[[ Data for analysis, beginning ]]
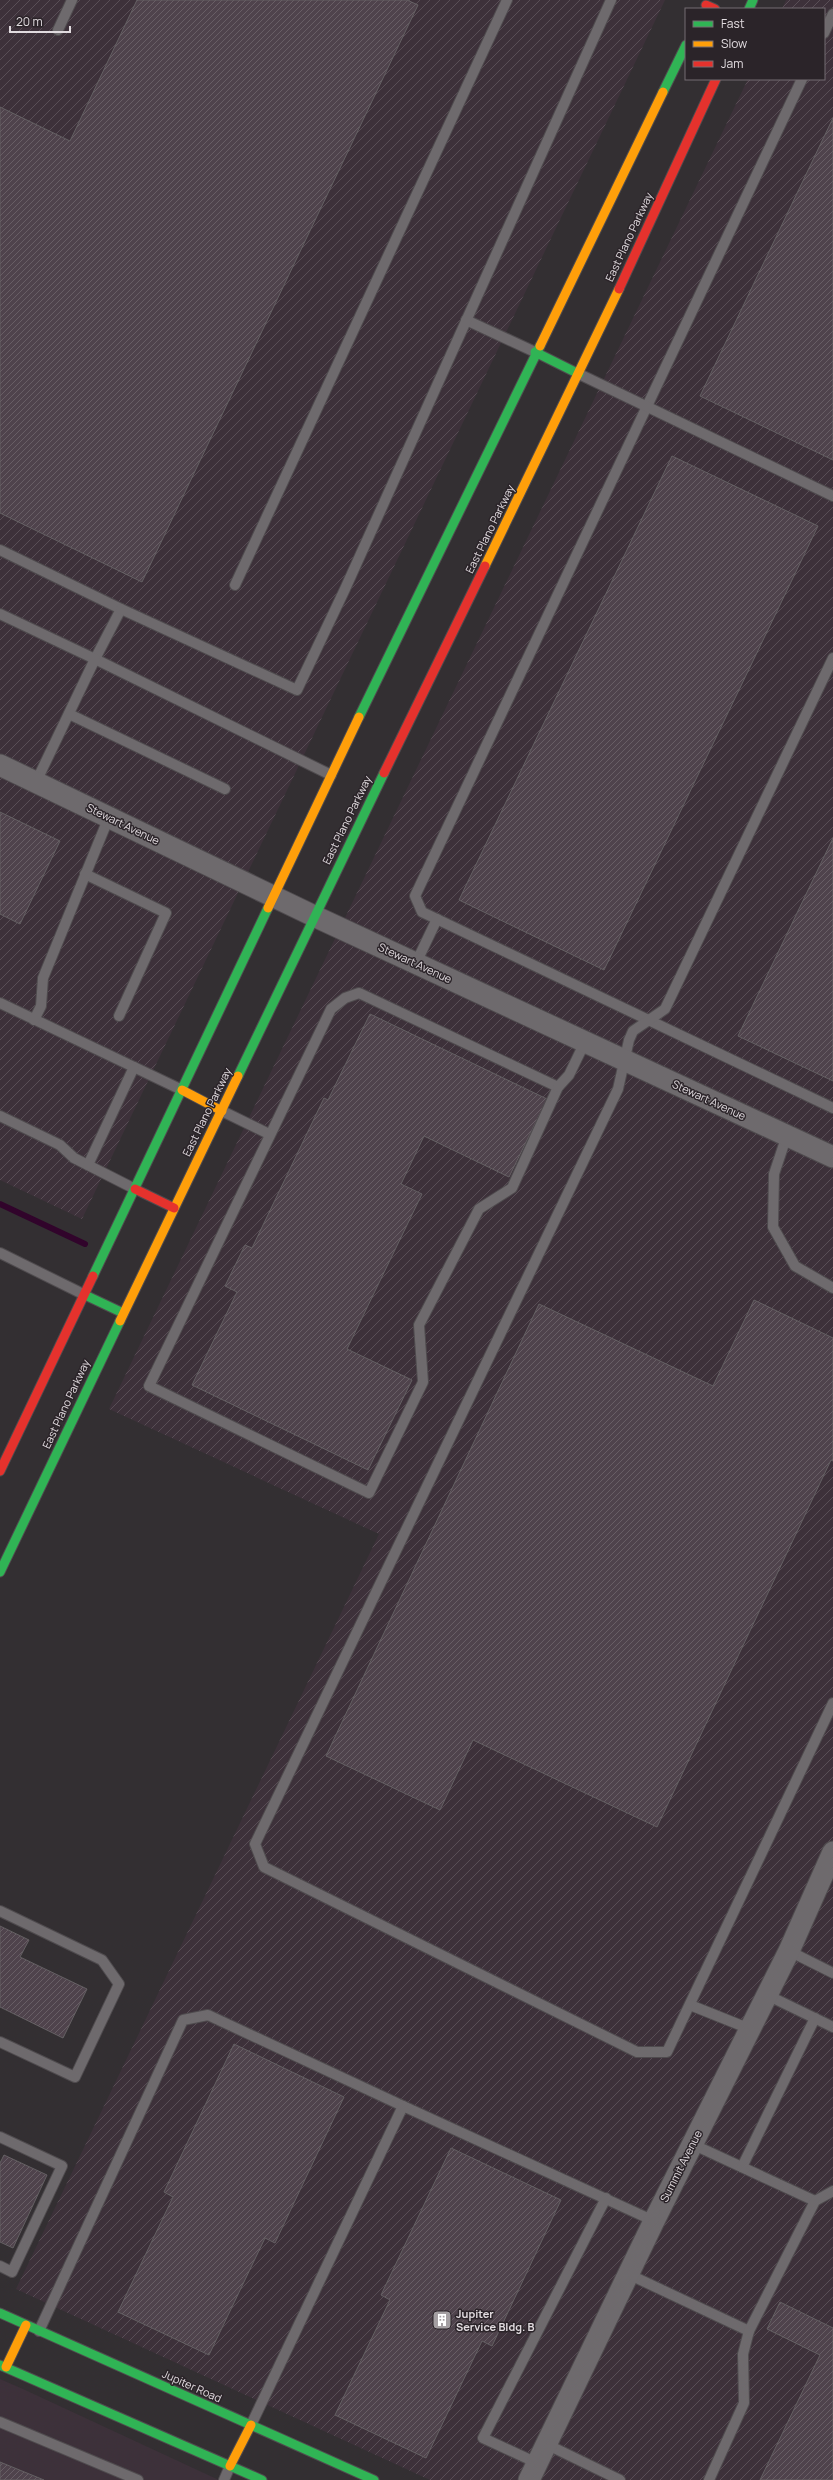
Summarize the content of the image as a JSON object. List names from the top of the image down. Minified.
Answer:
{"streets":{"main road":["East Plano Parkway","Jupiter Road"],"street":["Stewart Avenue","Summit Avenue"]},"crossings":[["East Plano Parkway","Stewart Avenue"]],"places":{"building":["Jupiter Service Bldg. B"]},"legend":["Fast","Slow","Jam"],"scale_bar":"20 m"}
[[ Data for analysis, end ]]
[[ Data for analysis, beginning ]]
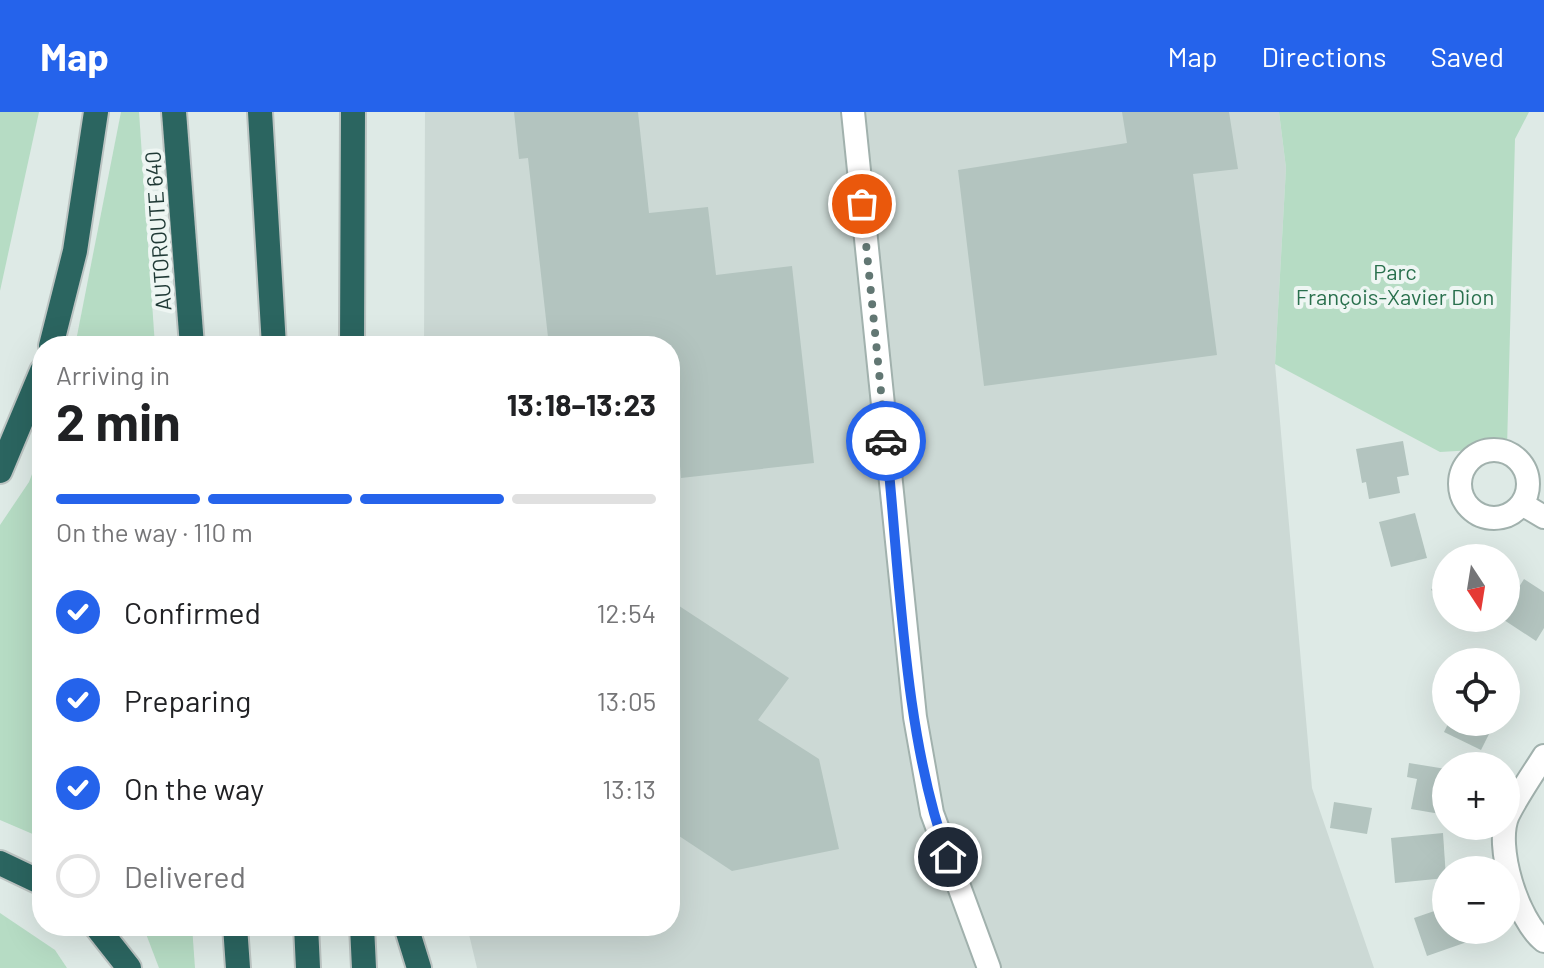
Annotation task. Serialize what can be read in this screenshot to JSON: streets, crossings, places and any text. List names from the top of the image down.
[[ Data for analysis, end ]]
[[ Data for analysis, beginning ]]
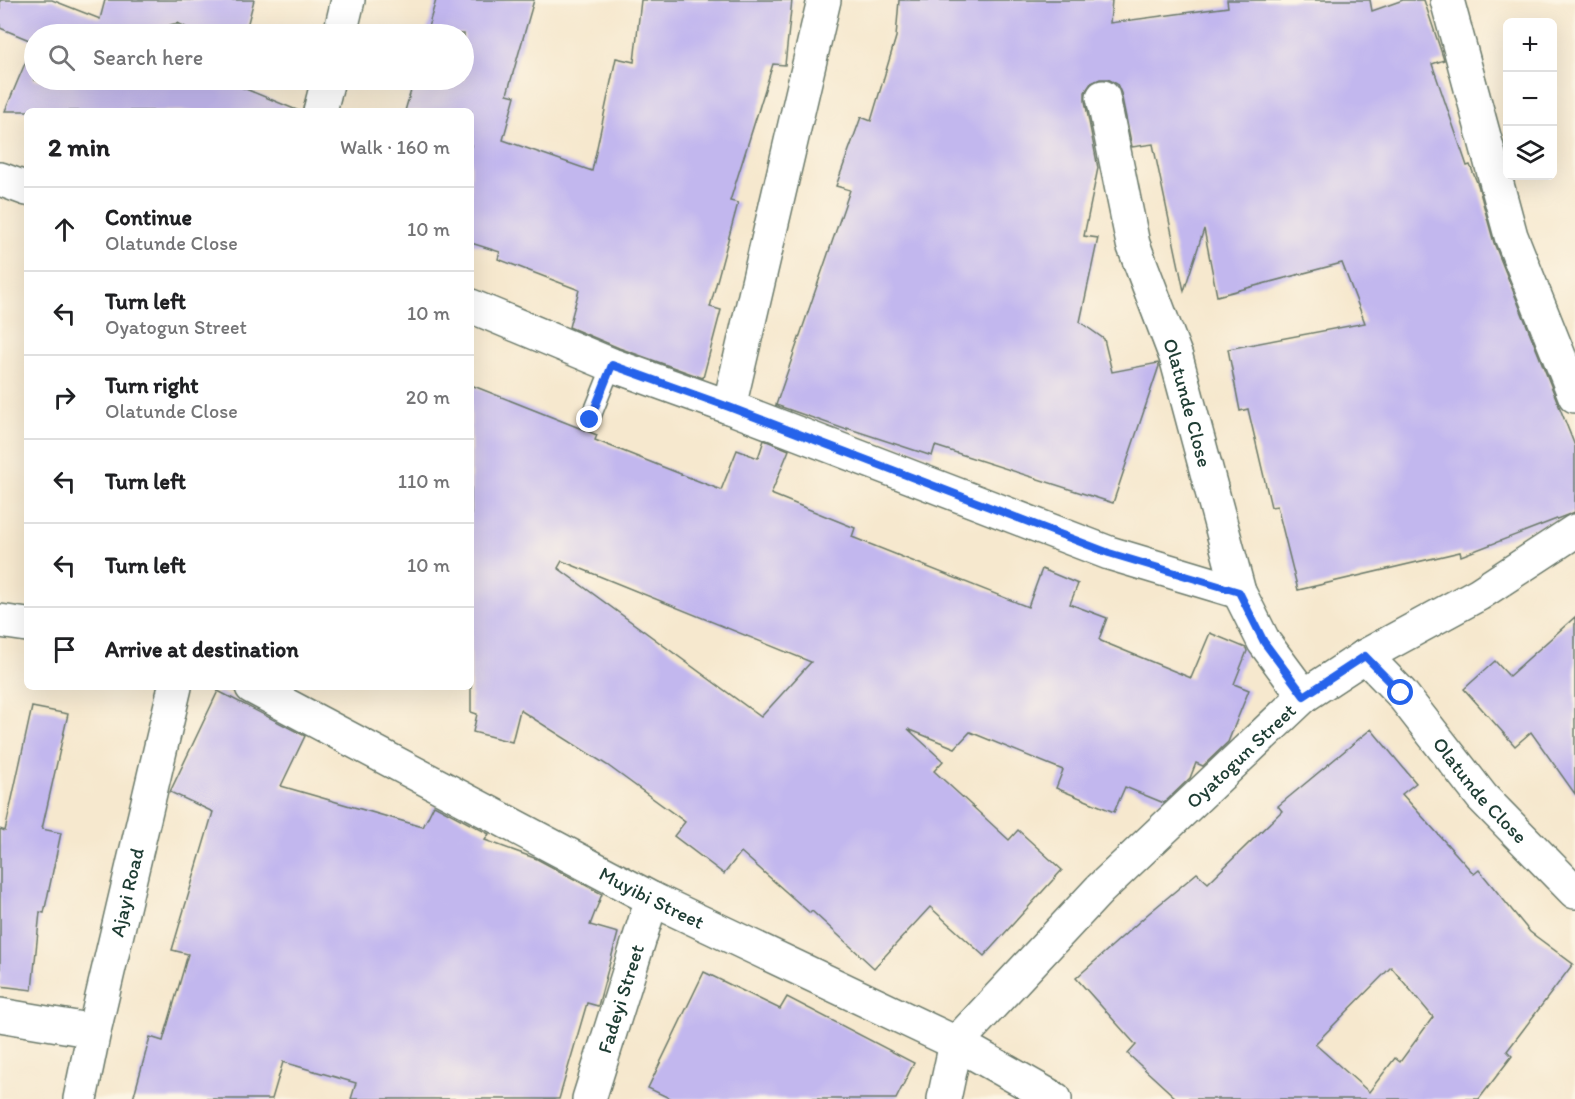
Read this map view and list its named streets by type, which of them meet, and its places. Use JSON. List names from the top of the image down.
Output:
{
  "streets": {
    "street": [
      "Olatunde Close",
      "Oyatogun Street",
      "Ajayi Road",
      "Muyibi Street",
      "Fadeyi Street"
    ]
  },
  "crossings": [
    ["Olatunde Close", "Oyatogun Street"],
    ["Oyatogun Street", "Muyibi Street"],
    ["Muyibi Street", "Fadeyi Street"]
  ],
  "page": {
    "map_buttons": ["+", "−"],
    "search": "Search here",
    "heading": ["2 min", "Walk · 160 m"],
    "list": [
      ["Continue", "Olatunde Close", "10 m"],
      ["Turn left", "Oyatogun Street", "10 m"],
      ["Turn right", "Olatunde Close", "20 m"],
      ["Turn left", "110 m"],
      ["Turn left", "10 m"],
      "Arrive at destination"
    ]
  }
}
[[ Data for analysis, end ]]
▶ Description of the task
List each line in the listing that contains the string "this".

▶ Response box
Annotation task. Serialize what can be read in this screenshot to JSON: streets, crossings, places and any text. List names from the top of the image down.
Read this map view and list its named streets by type, which of them meet, and its places. Use JSON. List names from the top of the image down.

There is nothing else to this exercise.